Post # 107
@charmedbee: Lol, I think it’s the fault of the media! A lot of times they’re used interchangeably, but they’re definitely two different things. A heart attack can LEAD to cardiac arrest, but they aren’t the same thing.
@KatiePi: The whole “they’re not dead until they’re warm and dead” thing doesn’t apply to every patient. This refers more so to patient’s who are in a hypothermic environment, so for example a patient who was in a cold body of water, or when they’re trying to determine brain death in a patient who was purposefully cooled. But your average code brought into the ER, this isn’t really a factor. Same with patients who have been dead for a few hours (or even longer of course). They’ll start to get cold, but you don’t have to warm them again in order to pronounce them dead.
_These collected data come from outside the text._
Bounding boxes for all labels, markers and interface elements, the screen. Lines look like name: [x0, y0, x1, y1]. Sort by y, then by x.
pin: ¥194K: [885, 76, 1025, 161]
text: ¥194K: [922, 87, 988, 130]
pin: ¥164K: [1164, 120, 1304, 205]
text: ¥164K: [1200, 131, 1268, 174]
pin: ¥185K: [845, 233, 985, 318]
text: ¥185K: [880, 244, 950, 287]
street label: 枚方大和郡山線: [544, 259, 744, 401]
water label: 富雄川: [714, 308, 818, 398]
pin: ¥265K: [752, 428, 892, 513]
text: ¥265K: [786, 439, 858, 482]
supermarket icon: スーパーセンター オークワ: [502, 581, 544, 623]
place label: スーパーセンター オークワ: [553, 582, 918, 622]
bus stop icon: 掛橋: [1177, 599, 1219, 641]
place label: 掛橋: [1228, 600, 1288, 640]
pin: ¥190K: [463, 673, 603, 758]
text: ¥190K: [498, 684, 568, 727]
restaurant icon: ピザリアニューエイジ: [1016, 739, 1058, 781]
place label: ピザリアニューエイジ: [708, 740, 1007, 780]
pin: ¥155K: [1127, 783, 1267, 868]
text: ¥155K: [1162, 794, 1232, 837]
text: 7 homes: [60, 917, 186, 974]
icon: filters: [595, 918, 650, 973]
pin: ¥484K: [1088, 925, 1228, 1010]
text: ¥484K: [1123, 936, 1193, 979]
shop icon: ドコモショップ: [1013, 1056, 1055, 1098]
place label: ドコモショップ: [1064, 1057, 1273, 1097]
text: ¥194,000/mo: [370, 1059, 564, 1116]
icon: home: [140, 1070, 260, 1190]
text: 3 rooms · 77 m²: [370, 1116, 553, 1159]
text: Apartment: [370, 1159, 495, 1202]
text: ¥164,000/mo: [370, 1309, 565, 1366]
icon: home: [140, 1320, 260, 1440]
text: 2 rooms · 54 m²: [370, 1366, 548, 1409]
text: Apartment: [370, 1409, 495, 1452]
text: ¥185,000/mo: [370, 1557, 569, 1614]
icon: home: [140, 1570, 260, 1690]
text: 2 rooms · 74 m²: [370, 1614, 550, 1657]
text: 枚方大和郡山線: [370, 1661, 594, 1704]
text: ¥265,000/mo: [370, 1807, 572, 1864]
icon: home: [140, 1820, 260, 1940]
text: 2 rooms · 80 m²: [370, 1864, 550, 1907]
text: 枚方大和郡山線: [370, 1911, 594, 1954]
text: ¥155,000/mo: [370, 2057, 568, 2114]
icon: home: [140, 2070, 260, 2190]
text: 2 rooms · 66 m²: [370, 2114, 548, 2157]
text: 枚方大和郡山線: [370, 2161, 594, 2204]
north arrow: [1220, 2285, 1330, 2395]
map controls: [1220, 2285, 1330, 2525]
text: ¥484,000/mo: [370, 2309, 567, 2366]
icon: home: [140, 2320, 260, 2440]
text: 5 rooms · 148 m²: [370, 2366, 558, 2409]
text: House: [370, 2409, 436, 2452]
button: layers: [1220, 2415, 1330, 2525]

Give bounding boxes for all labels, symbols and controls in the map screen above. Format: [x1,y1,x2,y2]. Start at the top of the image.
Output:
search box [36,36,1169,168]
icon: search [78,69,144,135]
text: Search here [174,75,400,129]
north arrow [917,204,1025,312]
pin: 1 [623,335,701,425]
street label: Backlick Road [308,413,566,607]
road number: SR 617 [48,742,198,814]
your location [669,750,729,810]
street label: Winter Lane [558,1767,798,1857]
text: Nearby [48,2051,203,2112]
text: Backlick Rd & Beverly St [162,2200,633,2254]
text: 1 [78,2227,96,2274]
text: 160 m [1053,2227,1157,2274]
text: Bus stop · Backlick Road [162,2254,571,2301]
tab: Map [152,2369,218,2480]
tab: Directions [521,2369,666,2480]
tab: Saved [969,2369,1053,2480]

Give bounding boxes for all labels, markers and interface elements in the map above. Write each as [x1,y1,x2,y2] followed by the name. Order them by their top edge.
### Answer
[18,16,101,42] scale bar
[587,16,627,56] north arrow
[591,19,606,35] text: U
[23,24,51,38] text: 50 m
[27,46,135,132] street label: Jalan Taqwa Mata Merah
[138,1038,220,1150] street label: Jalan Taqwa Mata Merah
@Redroc_13: Actually, the point of defibrillation IS to restart the heart. The whole point of defibrillation/AEDs is to stop the chaotic electrical activity, or “stun” the heart, and hope that it restarts and does what it’s supposed to. I get what you’re saying about regulating a heartbeat, but that’s not exactly correct. Restarting it IS correct however.
Post # 108
I’m an esthetician. Dry skin lacks oil. Dehydrated skin lacks water (moisture). Dry skin can be perfectly hydrated. Oily skin can be dehydrated.
Overuse of oil-control products can cause excess oil production. Similarly, overuse of moisturizing products can overdry already dry skin.
Post # 109
@PaisleyMedic: Yeah, you’re right. That’s what I was thinking about. There was an episode of Grey’s Anatomy where a patient was hypothermic and they pronounced him “dead”. My mom was annoyed lol.
Post # 110
@Regina Phalange: I could never figure out that “work cut out for you” phrase! Thank you for explaining it.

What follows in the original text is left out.